Salman Khurshid’s play, Sons of Babur to restart from May 26 at India International Centre | Details

Salman Khurshid's play Sons of Babar to resume after 2007
Image source: Instagram Salman Khurshid’s play Sons of Babar to resume after 2007

‘Sons of Babur’ presents an engrossing, informative and aesthetically pleasing account of the ‘folk’ of Babur, Humayun, Akbar, Jahangir, Shah Jahan and Aurangzeb as seen from distant Rangoon by the last and deposed Mughal Emperor, Bahadur Shah Zafar . The play seamlessly blends the present with the past, an introspection of the Mughal era and a unique reading of Indian history. Sons of Babur was temporarily shelved due to various logistical issues.

The play will be staged on 26 May 2023 at 6 pm in the main auditorium of the India International Centre. This work was written on the occasion of the 150th anniversary of 1857 and went into a lot of research. I consulted almost all relevant historical sources and went into all the different points of view about Mughal history.

Finally, the play has now been revived, and the unanimous choice for the lead role was Sayeed Alam of Pierrot’s Troupe, who has filled Tom Sahib’s shoes admirably.

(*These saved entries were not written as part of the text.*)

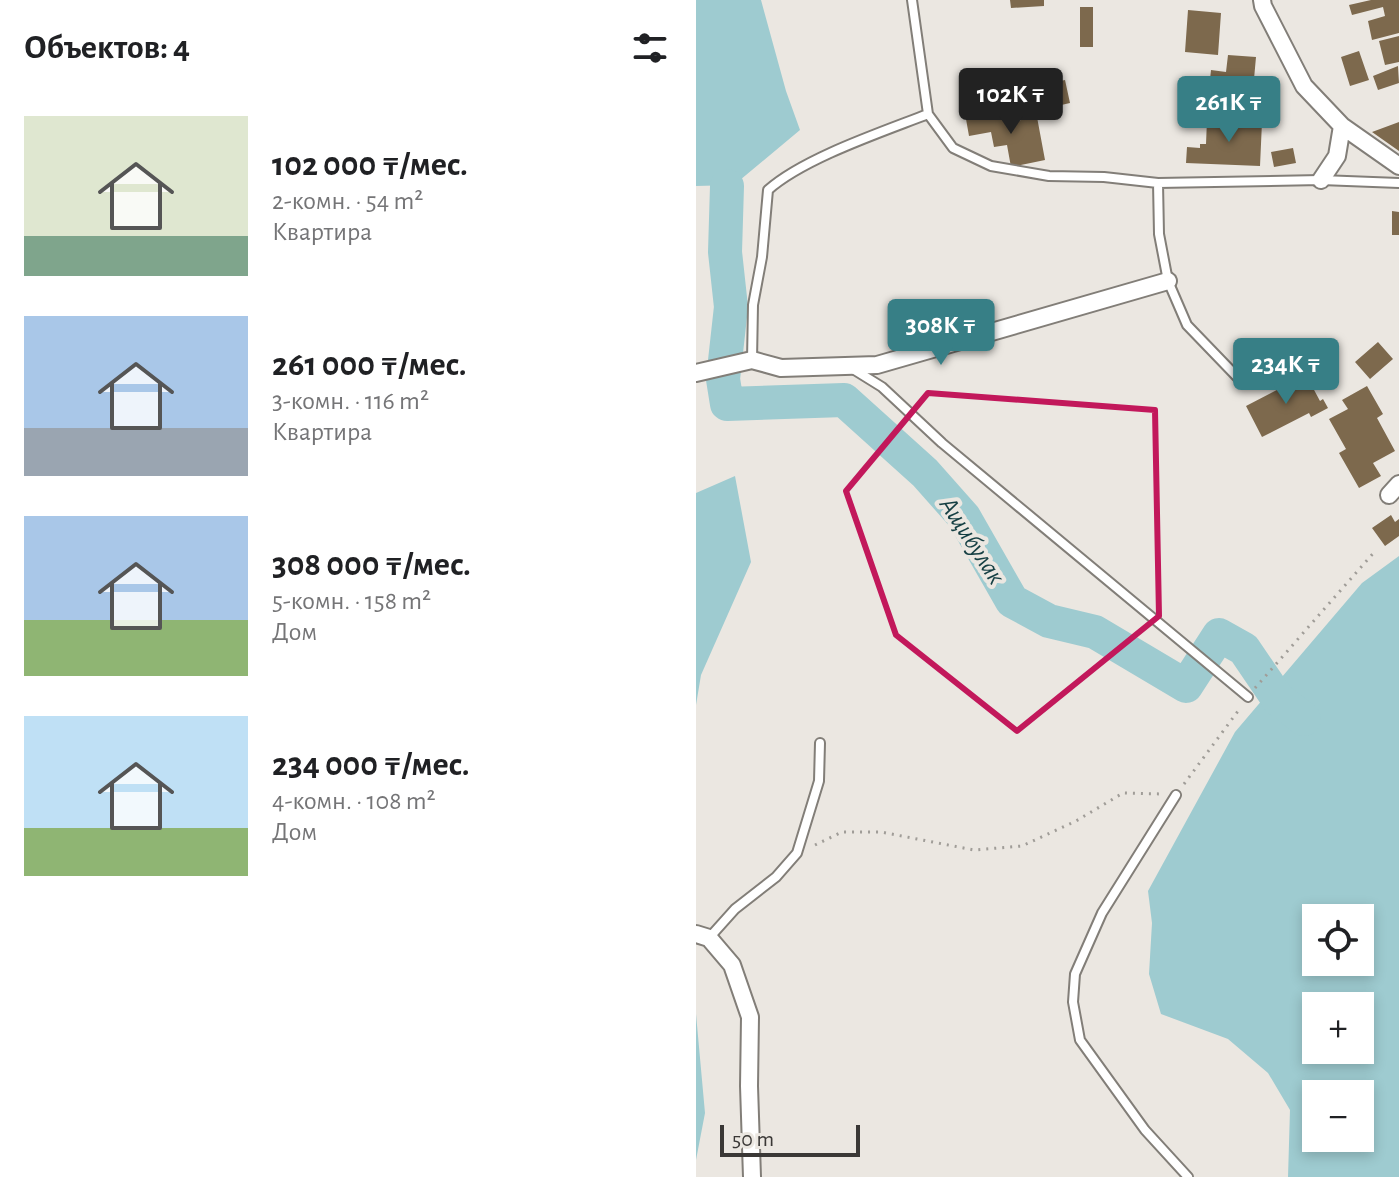 <!DOCTYPE html>
<html lang="ru">
<head>
<meta charset="utf-8">
<style>
	:root { --surface:#fff; --page:#f2f2f2; --text:#202124; --muted:#757577; --accent:#377f86 }
	body { margin:0; font-family:"Alegreya Sans",sans-serif; background:var(--page); color:var(--text); height:100vh; display:flex; flex-direction:column; font-size:30px; white-space:nowrap }
	* { box-sizing:border-box; margin:0 }
	p { font-size:26px; color:var(--muted) }
	.icon { flex:none; width:44px; height:44px; fill:none; stroke:currentColor; stroke-width:2; stroke-linecap:round; stroke-linejoin:round }
	.map { position:relative; flex:1; overflow:hidden }
	.details { display:flex; flex-direction:column; background:var(--surface); width:696px }
	.details>* { flex:none }
	.buttons { position:absolute; left:606px; top:904px; display:grid; gap:16px }
	.buttons a { display:grid; place-items:center; width:72px; height:72px; border-radius:0px; background:var(--surface); box-shadow:0 4px 12px #0003; font-size:40px }
	.scale { position:absolute; left:24px; bottom:20px; width:140px; box-sizing:border-box; padding-left:8px; border:4px solid #3a3836; border-top:0; font-size:22px; line-height:28px; white-space:nowrap; color:#3a3836; -webkit-text-stroke:6px #ebe7e1; paint-order:stroke }
	.price { position:absolute; translate:-50% -68px; padding:0 18px; border-radius:8px; background:var(--accent); color:#fff; font-size:26px; line-height:52px; filter:drop-shadow(0 2px 4px #0008) }
	.price::after { content:''; position:absolute; left:50%; top:48px; width:24px; height:18px; margin-left:-12px; background:inherit; clip-path:polygon(0 0,100% 0,50% 100%) }
	.price.active { background:#222; color:#fff }
	ul { padding:0; list-style:none }
	li { display:flex; align-items:center; gap:24px; height:200px; padding:0 24px }
	li span { display:grid; place-items:center; flex:none; width:224px; height:160px; border-radius:0px; color:#555 }
	li>.icon { margin-inline-start:auto }
	span .icon { width:96px; height:96px; fill:#fffc; stroke-width:1 }
	li b { font-size:34px }
	h2 { display:flex; justify-content:space-between; align-items:center; height:96px; padding:0 24px; font-size:34px }
	main { display:flex; flex:1; min-height:0 }
	.map>svg:first-child { display:block }
	.water { fill:#9ecbd0; fill-rule:evenodd }
	.lines { fill:none; stroke-linecap:round; stroke-linejoin:round }
	.river { stroke:#9ecbd0; stroke-width:34 }
	.building { fill:#7d694d }
	.service-casing { stroke:#827e78; stroke-width:12 }
	.minor-casing { stroke:#827e78; stroke-width:20 }
	.path { stroke:#a09d98; stroke-width:3; stroke-dasharray:2 6; stroke-linecap:butt }
	.service { stroke:#fff; stroke-width:8 }
	.minor { stroke:#fff; stroke-width:16 }
	.marked { fill:none; stroke:#c2185b; stroke-width:6; stroke-linejoin:round }
	.labels { text-anchor:middle; stroke-width:8; stroke-linejoin:round; paint-order:stroke }
	.water-label { font-size:26px; font-style:italic; fill:#153f43; stroke:#ebe7e1 }
</style>
</head>
<body>
<main>
<section class="details">
<h2>Объектов: 4<svg class="icon" aria-label="filters" viewBox="0 0 24 24"><path d="M4 7h16M4 17h16"/><circle cx="9" cy="7" r="2"/><circle cx="15" cy="17" r="2"/></svg></h2>
<ul>
<li><span style="background:linear-gradient(#dfe7d0 75%,#7fa58c 0)"><svg class="icon" aria-label="home" viewBox="0 0 24 24"><path d="M3 11l9-7 9 7M6 9v11h12V9"/></svg></span><div><b>102 000 ₸/мес.</b><p>2-комн. · 54 m²</p><p>Квартира</p></div></li>
<li><span style="background:linear-gradient(#a9c7e8 70%,#9aa5b1 0)"><svg class="icon" aria-label="home" viewBox="0 0 24 24"><path d="M3 11l9-7 9 7M6 9v11h12V9"/></svg></span><div><b>261 000 ₸/мес.</b><p>3-комн. · 116 m²</p><p>Квартира</p></div></li>
<li><span style="background:linear-gradient(#a9c7e8 65%,#8fb573 0)"><svg class="icon" aria-label="home" viewBox="0 0 24 24"><path d="M3 11l9-7 9 7M6 9v11h12V9"/></svg></span><div><b>308 000 ₸/мес.</b><p>5-комн. · 158 m²</p><p>Дом</p></div></li>
<li><span style="background:linear-gradient(#bfe0f5 70%,#8fb573 0)"><svg class="icon" aria-label="home" viewBox="0 0 24 24"><path d="M3 11l9-7 9 7M6 9v11h12V9"/></svg></span><div><b>234 000 ₸/мес.</b><p>4-комн. · 108 m²</p><p>Дом</p></div></li>
</ul>
</section>
<div class="map">
<svg width="703" height="1177" viewBox="0 0 703 1177">
	<rect width="100%" height="100%" fill="#ebe7e1"/>
	<path class="water" d="M0,0H65L90,91L104,130L38,185L0,186Z
		M39,476L55,562L5,675L0,705V493Z
		M703,556V1177H592L594,1110L572,1073L532,1039L465,1014L453,974L456,923L452,891L539,732L666,583ZM664,918V962H620V918ZM664,1006V1050H620V1006ZM664,1094V1138H620V1094Z
		M0,1014L9,1113L0,1160Z"/>
	<g class="lines">
		<path class="river" d="M31,186L29,252L35,307L27,379L31,404L148,400L229,473L268,517L316,601L353,621L399,632L490,686L523,635L548,649L582,699L608,719"/>
	</g>
	<path class="building" d="M314,0H348V6L315,8Z
		M675,0H703V33L676,40L672,21L689,16L687,7L656,15L653,5Z
		M384,7H397V47H384Z
		M492,10L525,13L522,55L489,52Z
		M703,36V62L689,65L683,41Z
		M663,51L673,80L654,86L645,57Z
		M532,55L560,57L558,79L572,80L570,105L512,99L515,70L530,72Z
		M702,66L703,83L682,90L677,76Z
		M334,74L338,87L369,80L374,103L352,108L350,95L335,99L337,106L316,109L309,80Z
		M313,110L315,122L341,117L349,160L315,167L311,145L298,147L295,132L273,136L270,119Z
		M511,120L566,122L564,166L490,163L491,147L504,148V144H510Z
		M703,122V151L676,132Z
		M597,148L600,163L578,167L575,152Z
		M696,211L703,212V235H696Z
		M682,342L697,359L674,379L659,362Z
		M610,375L624,401L627,399L632,408L615,417L613,413L566,437L550,406Z
		M671,386L687,414L681,418L699,451L677,463L685,476L663,488L643,453L650,449L633,419L652,409L646,400Z
		M695,515L699,522L703,519V536L689,546L676,528Z"/>
	<g class="lines">
		<defs>
			<path id="service" d="M216,0L232,114L257,148L295,166L353,176L408,177L462,183L625,180L703,183
				M462,183L463,234L472,281L491,325L545,381
				M56,360L57,305L66,257L72,190C108,158 186,132 232,114
				M157,369L186,387L246,443L552,697
				M480,795L406,913L379,974L377,1002L384,1040L449,1130L492,1177
				M13,938L39,909L80,877L101,853L123,781L124,743"/>
			<path id="minor" d="M566,0L567,6L608,86L646,126L703,166
				M625,180L641,156L646,126
				M0,373L56,360L85,368L181,365L472,281
				M693,495L703,484
				M0,934L13,938L36,965L54,1017L53,1086L56,1177"/>
		</defs>
		<use href="#service" class="service-casing"/>
		<use href="#minor" class="minor-casing"/>
		<path class="path" d="M559,688L680,550
			M488,784L545,707
			M119,845L146,832H185L278,850L326,846L380,821L427,793L466,794"/>
		<use href="#service" class="service"/>
		<use href="#minor" class="minor"/>
	</g>
	<path class="marked" d="M232,393L459,410L463,616L321,731L200,635L150,491Z"/>
	<g class="labels">
		<g class="water-label">
			<text transform="translate(277 540) rotate(57)" y="9">Ащибулак</text>
		</g>
	</g>
</svg>
<div class="buttons">
<a><svg class="icon" aria-label="locate" viewBox="0 0 24 24"><circle cx="12" cy="12" r="6"/><path d="M12 2v4M12 18v4M2 12h4M18 12h4"/></svg></a>
<a>+</a>
<a>−</a>
</div>
<div class="scale">50 m</div>
<b class="price active" style="left:315px;top:136px">102K ₸</b>
<b class="price" style="left:533px;top:144px">261K ₸</b>
<b class="price" style="left:245px;top:367px">308K ₸</b>
<b class="price" style="left:590px;top:406px">234K ₸</b>
</div>
</main>
</body>
</html>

As part of the revival, the play had its first show last winter on a cold winter evening in New Delhi; The audience was spellbound and rose to give a standing ovation.

About Babur’s sons

The play is specifically about Bahadur Shah Zafar and 1857. This is not the view of a historian, but of a sad king and poet analyzing the Mughal past. Nayak is a student of Bengali history who deeply understands Bangla nationalism. In a hallucinatory state, he meets Zafar and sees Mughal history and the events of 1857 from Zafar’s perspective. Zafar has no over-emotional attachment to his ancestors and analyzes them objectively, sometimes even ruthlessly. Even the events of 1857, the ripples of which engulfed him and his state, have been clinically dissected by him. At the end of the play the protagonist calls Zafar the ‘last Mughal emperor’. Showing foresight about the coming days of democracy, Zafar corrected himself by calling himself ‘India’s first democratically elected emperor’.